[Material for this exercise Boundary: Start]

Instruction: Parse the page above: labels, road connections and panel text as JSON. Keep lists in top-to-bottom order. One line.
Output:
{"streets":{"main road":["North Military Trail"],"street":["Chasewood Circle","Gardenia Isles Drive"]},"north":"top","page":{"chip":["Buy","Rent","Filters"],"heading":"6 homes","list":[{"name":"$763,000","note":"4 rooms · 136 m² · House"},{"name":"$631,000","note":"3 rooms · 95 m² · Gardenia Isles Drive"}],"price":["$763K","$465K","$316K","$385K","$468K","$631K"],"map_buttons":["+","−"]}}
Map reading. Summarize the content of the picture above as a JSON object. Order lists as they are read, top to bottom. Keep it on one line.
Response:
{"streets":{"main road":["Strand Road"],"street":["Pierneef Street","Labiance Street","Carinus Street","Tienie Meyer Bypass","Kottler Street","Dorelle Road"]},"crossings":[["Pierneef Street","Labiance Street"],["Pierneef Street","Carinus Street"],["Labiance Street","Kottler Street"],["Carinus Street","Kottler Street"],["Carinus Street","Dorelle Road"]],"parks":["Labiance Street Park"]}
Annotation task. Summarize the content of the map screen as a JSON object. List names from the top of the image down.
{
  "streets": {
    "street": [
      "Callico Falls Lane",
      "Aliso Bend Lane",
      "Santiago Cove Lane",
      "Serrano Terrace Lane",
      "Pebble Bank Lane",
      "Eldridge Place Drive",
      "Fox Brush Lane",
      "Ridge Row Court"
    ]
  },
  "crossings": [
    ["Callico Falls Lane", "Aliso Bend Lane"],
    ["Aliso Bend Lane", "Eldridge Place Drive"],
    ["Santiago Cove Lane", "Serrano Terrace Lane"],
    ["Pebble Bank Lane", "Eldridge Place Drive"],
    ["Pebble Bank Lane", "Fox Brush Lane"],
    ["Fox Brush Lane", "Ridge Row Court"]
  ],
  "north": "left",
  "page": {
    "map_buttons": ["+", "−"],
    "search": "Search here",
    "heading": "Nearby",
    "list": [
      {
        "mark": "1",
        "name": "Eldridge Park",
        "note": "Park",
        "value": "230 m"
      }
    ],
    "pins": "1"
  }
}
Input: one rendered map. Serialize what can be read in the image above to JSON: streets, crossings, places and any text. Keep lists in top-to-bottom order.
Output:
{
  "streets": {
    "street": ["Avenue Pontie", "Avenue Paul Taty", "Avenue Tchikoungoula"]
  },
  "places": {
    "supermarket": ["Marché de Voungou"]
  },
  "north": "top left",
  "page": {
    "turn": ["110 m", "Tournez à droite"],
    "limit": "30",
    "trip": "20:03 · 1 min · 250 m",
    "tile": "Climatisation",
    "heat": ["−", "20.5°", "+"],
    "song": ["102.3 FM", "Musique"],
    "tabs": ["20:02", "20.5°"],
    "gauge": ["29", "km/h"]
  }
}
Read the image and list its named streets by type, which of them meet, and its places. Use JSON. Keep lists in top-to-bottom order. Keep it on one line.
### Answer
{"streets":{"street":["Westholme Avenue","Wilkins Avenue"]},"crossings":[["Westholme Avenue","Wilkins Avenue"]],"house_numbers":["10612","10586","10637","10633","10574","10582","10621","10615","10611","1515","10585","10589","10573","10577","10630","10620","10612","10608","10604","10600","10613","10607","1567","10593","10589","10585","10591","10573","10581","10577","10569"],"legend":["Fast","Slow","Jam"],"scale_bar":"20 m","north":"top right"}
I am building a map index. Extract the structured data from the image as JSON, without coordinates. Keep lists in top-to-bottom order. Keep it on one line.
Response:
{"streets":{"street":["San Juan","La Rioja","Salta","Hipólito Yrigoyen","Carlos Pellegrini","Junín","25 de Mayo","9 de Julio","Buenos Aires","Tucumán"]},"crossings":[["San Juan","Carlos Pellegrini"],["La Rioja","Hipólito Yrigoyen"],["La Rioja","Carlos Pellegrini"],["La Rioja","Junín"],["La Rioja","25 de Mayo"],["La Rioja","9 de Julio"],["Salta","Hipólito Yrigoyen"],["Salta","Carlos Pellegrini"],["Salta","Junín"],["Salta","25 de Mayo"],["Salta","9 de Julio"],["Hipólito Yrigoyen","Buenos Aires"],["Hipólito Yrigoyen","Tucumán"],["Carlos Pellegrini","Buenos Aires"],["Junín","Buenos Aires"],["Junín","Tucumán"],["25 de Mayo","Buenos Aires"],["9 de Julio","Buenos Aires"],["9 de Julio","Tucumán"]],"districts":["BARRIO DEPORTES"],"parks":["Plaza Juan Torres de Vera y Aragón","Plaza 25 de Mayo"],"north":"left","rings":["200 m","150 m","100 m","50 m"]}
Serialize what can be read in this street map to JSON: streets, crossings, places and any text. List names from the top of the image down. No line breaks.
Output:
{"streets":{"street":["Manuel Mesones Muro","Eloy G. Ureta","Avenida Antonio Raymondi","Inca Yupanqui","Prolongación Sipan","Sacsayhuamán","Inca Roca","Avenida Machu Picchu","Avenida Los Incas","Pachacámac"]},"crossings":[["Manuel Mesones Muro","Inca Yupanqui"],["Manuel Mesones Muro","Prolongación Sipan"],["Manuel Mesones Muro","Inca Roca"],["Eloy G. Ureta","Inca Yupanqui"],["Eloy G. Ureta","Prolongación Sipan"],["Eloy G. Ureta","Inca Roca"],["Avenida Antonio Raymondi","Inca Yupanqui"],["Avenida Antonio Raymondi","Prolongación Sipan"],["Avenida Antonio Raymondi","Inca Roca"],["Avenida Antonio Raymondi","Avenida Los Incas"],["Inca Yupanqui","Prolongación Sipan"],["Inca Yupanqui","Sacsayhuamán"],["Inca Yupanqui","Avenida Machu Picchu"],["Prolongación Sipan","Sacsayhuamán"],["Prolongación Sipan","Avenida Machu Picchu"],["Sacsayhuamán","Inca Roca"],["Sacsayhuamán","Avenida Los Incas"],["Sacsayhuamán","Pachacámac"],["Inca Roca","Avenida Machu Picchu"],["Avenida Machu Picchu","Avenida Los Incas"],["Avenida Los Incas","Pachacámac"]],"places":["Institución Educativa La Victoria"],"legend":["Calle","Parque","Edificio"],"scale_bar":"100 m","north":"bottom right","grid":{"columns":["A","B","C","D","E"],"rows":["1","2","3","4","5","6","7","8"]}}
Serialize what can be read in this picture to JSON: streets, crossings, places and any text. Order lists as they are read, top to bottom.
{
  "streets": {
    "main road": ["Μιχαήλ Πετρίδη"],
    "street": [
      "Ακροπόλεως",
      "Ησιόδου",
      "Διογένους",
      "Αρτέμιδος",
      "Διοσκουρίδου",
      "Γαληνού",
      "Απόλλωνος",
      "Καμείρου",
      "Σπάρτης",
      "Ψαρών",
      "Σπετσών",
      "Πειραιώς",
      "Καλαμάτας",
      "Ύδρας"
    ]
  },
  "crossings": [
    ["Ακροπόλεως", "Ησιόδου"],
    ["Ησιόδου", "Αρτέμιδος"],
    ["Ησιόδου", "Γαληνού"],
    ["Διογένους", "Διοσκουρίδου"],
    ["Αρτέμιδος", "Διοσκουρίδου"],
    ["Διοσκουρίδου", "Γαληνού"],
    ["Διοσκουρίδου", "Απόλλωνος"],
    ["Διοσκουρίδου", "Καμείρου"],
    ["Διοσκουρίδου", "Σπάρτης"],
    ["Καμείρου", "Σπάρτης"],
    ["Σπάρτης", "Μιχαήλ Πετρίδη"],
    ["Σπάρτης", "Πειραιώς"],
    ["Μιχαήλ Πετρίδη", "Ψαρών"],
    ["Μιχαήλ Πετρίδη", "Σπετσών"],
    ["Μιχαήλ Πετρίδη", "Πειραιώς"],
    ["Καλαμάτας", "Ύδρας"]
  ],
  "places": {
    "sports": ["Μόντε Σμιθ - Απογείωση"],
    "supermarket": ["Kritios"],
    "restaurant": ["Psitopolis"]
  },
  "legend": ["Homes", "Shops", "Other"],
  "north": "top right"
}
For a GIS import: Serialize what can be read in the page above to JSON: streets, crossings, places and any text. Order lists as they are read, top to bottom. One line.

[Material for this exercise Boundary: End]

- Task directions
Where a line of the records has the string "above", copy that line.

- Response to the exercise
Instruction: Parse the page above: labels, road connections and panel text as JSON. Keep lists in top-to-bottom order. One line.
Map reading. Summarize the content of the picture above as a JSON object. Order lists as they are read, top to bottom. Keep it on one line.
Input: one rendered map. Serialize what can be read in the image above to JSON: streets, crossings, places and any text. Keep lists in top-to-bottom order.
For a GIS import: Serialize what can be read in the page above to JSON: streets, crossings, places and any text. Order lists as they are read, top to bottom. One line.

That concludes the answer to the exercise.